Start of Available data

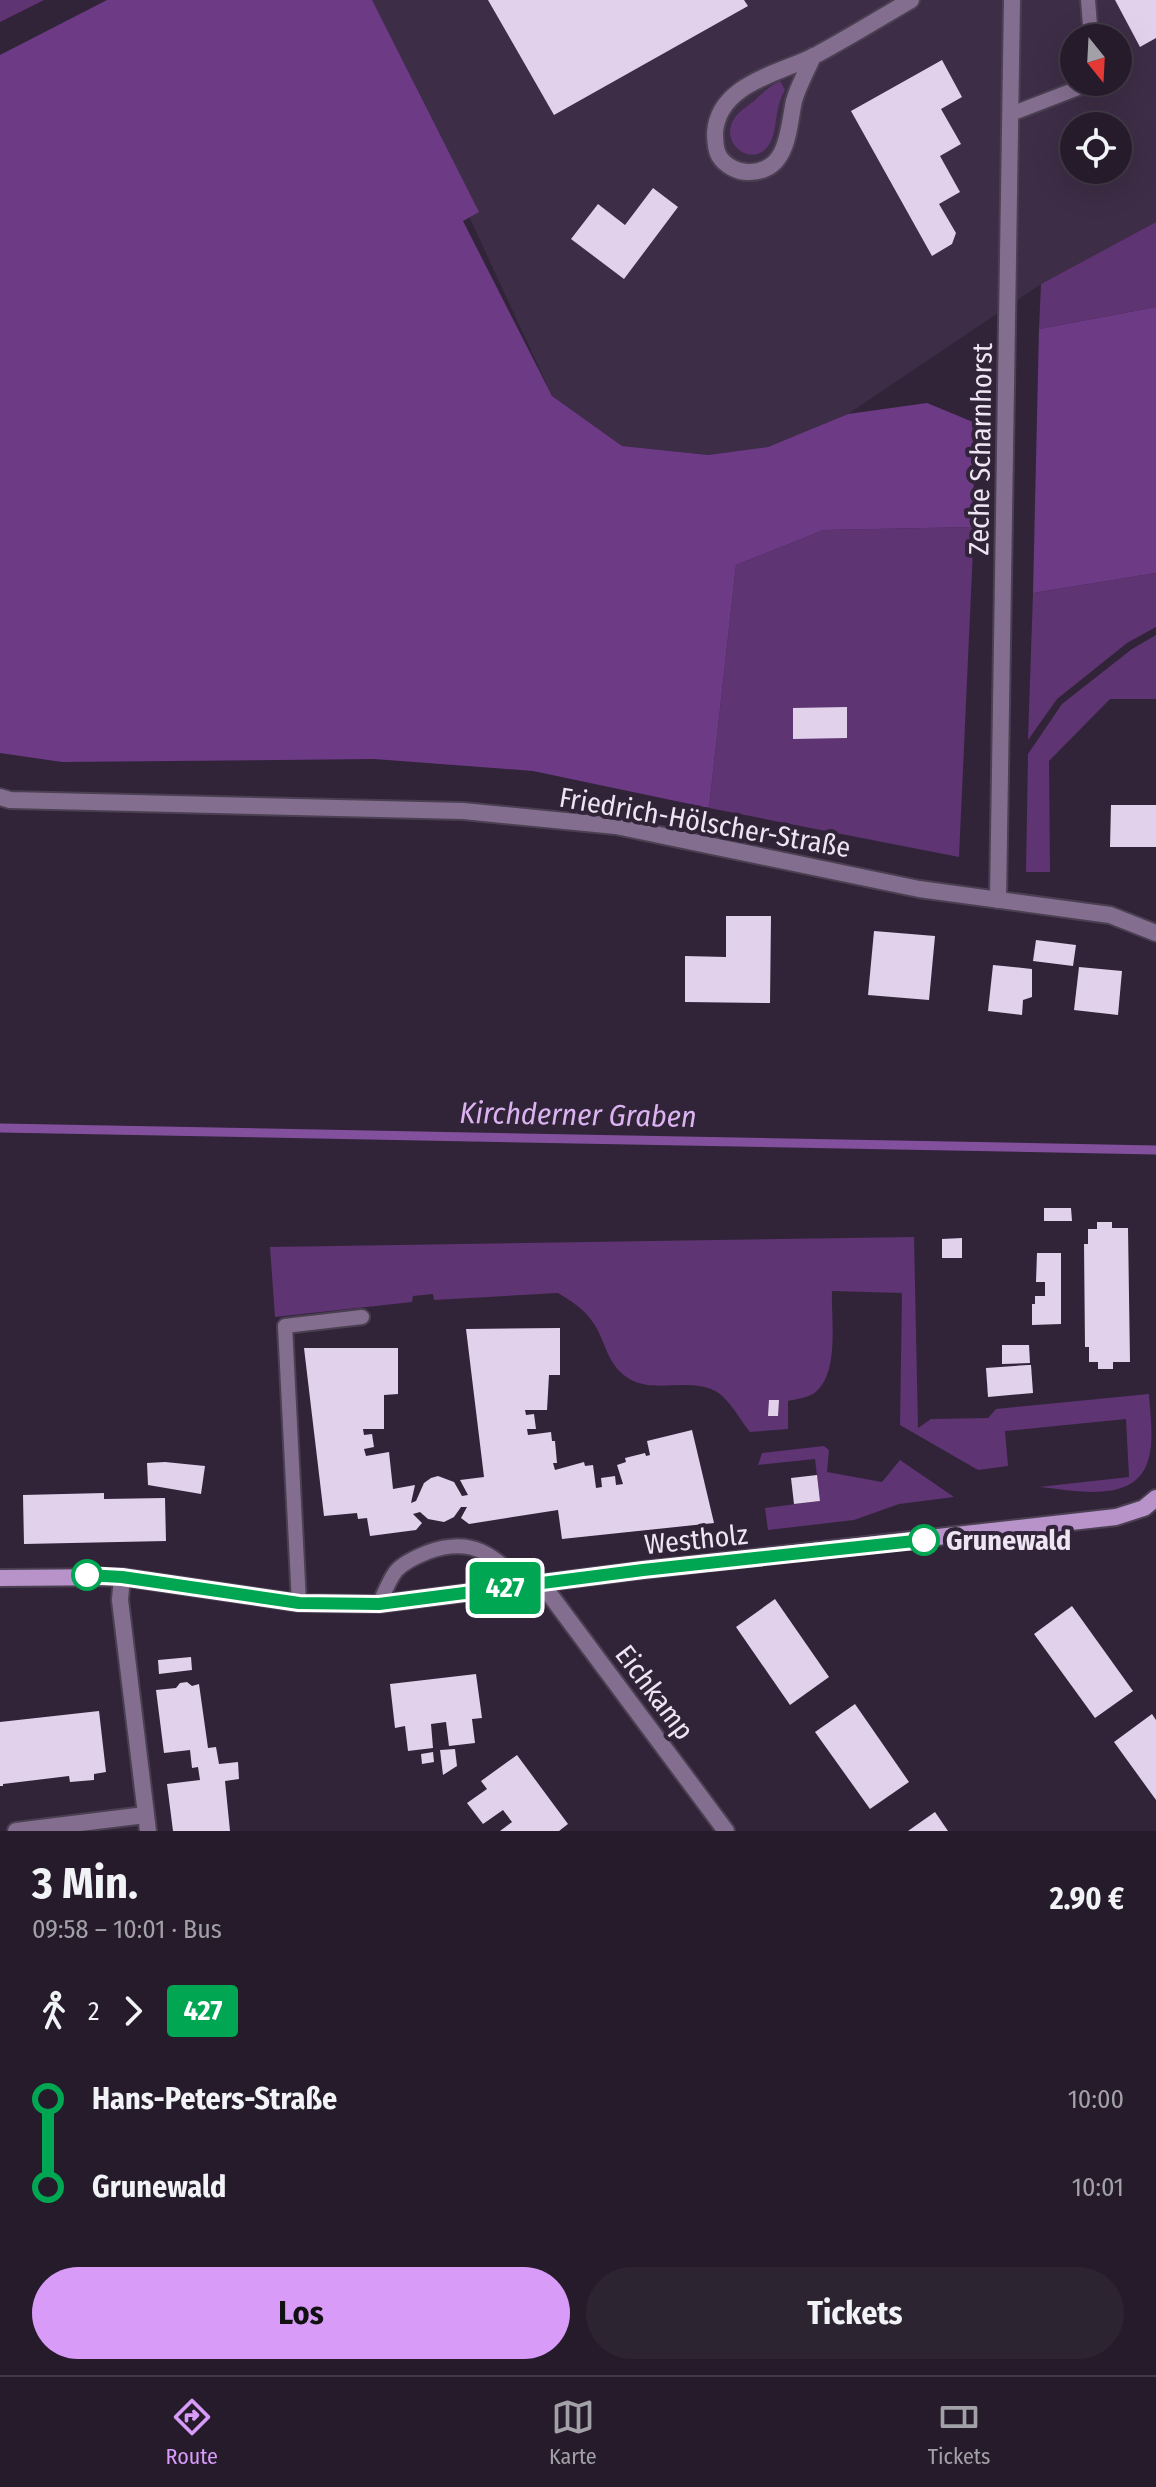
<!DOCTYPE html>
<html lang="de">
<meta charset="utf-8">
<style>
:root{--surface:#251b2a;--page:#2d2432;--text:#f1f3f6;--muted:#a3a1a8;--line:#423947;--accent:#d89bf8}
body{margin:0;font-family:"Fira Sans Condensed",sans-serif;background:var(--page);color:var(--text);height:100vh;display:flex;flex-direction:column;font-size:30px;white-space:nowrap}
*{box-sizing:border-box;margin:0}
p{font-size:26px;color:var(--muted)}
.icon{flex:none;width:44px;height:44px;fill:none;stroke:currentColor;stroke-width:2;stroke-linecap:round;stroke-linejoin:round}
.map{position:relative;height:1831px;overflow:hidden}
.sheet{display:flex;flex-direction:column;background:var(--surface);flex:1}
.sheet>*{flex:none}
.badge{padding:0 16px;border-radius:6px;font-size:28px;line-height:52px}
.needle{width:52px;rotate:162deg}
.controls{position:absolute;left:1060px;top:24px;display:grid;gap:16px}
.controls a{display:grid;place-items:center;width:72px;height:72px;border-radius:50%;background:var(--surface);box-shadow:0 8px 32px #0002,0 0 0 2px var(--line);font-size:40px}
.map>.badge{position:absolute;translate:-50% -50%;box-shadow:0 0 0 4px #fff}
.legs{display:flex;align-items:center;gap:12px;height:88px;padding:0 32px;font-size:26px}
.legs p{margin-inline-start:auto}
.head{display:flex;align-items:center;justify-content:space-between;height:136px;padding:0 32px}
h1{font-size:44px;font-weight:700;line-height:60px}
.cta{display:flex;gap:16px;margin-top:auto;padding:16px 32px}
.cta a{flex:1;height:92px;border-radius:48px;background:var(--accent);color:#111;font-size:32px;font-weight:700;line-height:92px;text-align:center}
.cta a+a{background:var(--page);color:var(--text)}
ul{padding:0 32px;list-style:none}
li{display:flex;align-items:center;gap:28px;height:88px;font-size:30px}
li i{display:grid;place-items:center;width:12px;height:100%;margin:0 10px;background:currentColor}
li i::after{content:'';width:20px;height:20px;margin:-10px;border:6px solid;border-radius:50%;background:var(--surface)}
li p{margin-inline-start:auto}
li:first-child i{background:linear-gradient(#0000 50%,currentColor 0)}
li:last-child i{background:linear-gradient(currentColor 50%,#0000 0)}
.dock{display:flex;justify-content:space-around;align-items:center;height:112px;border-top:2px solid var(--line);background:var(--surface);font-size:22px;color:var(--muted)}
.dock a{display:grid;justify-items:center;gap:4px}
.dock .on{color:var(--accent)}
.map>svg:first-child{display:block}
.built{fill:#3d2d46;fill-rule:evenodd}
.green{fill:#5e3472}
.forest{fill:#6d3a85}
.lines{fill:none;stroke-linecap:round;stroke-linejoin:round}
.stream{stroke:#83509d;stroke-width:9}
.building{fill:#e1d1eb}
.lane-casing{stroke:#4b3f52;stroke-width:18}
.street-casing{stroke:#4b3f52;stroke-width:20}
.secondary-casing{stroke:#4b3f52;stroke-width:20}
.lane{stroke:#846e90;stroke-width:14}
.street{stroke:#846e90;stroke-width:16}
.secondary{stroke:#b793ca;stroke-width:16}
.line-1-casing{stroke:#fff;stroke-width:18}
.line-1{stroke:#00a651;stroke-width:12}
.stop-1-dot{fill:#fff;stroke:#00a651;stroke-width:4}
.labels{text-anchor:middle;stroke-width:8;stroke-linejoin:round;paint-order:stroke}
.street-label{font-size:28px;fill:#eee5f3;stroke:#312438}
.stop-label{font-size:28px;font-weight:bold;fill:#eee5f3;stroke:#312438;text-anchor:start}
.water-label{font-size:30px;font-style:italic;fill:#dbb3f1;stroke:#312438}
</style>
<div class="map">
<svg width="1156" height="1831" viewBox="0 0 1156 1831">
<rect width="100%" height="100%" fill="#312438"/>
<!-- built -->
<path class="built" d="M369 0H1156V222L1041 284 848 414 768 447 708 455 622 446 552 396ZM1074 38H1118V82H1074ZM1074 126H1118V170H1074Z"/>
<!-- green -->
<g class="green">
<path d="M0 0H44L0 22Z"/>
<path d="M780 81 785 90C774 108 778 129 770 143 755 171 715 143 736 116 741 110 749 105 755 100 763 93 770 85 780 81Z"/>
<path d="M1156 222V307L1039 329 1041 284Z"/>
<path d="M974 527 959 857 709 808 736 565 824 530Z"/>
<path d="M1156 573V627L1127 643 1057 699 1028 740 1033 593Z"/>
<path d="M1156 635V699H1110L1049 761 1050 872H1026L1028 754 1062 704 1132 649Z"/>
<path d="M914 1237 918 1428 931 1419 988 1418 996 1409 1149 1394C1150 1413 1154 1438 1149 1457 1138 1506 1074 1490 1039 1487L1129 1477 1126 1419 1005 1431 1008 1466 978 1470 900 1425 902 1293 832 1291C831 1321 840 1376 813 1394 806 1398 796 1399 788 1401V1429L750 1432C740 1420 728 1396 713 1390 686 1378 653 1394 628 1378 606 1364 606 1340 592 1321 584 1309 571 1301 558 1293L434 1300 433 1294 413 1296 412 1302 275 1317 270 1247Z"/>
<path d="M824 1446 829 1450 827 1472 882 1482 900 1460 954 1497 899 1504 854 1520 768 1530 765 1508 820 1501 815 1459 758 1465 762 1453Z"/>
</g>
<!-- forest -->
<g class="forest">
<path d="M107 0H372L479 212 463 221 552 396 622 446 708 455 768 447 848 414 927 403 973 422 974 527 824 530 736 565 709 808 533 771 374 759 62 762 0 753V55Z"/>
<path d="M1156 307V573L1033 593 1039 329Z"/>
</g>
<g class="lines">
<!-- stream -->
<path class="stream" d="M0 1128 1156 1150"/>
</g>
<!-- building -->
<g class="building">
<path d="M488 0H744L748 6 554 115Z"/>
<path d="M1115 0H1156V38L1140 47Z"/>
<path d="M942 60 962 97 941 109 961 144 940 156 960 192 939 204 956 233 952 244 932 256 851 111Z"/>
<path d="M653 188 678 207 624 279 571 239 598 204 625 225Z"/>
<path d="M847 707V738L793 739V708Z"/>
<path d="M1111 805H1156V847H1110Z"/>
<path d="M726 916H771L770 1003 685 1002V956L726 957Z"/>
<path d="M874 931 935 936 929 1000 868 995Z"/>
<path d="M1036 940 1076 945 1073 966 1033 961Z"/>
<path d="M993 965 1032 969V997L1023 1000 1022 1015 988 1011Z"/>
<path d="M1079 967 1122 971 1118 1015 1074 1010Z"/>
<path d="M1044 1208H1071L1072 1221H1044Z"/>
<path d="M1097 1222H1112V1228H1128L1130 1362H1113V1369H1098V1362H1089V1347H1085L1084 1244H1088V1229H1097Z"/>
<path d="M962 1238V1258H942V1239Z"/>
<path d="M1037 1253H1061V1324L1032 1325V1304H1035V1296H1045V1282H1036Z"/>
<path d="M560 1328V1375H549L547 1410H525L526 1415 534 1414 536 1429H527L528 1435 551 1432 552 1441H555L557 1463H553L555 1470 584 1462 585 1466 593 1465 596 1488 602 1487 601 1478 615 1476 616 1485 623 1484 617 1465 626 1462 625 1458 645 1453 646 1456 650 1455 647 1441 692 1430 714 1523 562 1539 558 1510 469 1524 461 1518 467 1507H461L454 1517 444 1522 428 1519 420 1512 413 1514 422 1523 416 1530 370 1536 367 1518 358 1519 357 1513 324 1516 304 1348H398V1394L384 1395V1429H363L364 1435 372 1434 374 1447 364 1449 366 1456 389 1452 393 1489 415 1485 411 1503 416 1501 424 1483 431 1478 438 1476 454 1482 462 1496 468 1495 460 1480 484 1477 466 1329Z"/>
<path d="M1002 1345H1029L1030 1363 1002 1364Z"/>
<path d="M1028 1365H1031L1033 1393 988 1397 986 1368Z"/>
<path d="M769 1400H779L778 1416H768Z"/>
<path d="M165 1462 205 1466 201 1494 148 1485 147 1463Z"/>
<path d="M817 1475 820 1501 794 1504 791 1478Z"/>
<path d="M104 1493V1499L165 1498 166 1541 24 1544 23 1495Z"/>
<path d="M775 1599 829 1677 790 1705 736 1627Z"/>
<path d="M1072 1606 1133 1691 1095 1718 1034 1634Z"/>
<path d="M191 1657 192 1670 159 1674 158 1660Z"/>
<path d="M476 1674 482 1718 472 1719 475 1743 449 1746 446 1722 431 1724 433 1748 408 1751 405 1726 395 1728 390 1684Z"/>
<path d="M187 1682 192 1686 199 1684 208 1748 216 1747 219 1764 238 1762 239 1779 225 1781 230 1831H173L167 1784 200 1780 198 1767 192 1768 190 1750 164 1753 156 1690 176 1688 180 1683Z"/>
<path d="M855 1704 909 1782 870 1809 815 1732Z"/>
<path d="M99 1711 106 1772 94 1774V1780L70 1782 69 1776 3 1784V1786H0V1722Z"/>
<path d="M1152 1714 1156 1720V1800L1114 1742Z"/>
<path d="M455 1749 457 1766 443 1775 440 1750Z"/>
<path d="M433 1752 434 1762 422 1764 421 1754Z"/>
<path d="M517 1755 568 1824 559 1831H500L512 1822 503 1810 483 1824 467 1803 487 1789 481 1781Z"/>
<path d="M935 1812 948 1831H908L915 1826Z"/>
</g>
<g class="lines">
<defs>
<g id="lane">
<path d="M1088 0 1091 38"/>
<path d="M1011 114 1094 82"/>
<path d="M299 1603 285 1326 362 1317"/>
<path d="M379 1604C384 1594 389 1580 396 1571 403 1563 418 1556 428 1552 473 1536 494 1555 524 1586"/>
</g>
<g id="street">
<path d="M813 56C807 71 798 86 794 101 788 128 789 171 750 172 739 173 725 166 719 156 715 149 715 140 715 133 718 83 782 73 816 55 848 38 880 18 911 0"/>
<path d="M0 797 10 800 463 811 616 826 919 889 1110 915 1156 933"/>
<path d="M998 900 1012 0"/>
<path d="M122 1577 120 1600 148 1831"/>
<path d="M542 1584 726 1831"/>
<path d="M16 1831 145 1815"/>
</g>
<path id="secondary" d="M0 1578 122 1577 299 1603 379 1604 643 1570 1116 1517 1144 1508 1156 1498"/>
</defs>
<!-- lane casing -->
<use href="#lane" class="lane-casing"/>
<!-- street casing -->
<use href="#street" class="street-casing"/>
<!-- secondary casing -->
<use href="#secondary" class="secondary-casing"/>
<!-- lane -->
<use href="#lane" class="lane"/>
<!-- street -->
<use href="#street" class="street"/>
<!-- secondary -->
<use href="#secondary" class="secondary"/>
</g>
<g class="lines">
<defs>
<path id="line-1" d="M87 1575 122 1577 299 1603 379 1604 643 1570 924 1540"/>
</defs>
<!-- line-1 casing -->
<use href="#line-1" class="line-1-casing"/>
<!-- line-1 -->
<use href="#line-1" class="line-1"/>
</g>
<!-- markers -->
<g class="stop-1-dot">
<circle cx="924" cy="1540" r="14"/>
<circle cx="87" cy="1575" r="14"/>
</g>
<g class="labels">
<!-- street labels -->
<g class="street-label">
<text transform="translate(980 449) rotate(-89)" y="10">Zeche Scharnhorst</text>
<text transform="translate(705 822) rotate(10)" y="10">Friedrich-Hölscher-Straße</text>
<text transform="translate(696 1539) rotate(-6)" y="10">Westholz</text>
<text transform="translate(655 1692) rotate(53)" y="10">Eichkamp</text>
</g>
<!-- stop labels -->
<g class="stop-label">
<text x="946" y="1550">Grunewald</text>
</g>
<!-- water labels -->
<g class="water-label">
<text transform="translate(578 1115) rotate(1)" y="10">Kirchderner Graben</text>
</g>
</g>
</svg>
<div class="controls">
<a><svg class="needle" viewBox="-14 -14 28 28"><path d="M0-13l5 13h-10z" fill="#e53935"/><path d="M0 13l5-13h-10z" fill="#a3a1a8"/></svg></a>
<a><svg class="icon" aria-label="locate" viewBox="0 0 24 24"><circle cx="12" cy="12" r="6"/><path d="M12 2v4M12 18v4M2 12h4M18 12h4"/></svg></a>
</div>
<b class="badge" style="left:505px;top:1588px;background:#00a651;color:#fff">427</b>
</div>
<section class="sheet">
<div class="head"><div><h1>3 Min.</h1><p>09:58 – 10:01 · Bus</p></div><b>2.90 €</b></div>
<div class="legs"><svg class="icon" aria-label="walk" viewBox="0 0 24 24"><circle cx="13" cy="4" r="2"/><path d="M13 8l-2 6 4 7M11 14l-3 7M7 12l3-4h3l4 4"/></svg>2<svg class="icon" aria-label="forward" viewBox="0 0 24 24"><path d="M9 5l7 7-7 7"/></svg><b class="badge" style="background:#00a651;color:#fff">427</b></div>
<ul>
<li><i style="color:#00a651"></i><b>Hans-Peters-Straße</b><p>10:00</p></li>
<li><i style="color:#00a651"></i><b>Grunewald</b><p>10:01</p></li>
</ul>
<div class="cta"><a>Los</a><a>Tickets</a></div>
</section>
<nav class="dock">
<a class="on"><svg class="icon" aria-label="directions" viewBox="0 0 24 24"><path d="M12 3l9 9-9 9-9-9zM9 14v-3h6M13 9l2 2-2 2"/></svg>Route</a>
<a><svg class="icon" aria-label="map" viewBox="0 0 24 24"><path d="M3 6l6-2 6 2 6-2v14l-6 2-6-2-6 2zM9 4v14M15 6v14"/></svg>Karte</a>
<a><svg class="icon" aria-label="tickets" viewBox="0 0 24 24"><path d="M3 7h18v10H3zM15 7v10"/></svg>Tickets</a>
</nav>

End of Available data

> **Task to complete**: For each line in the records that contains the word "controls", make a copy.

> **Solution to this task**:
.controls{position:absolute;left:1060px;top:24px;display:grid;gap:16px}
.controls a{display:grid;place-items:center;width:72px;height:72px;border-radius:50%;background:var(--surface);box-shadow:0 8px 32px #0002,0 0 0 2px var(--line);font-size:40px}
<div class="controls">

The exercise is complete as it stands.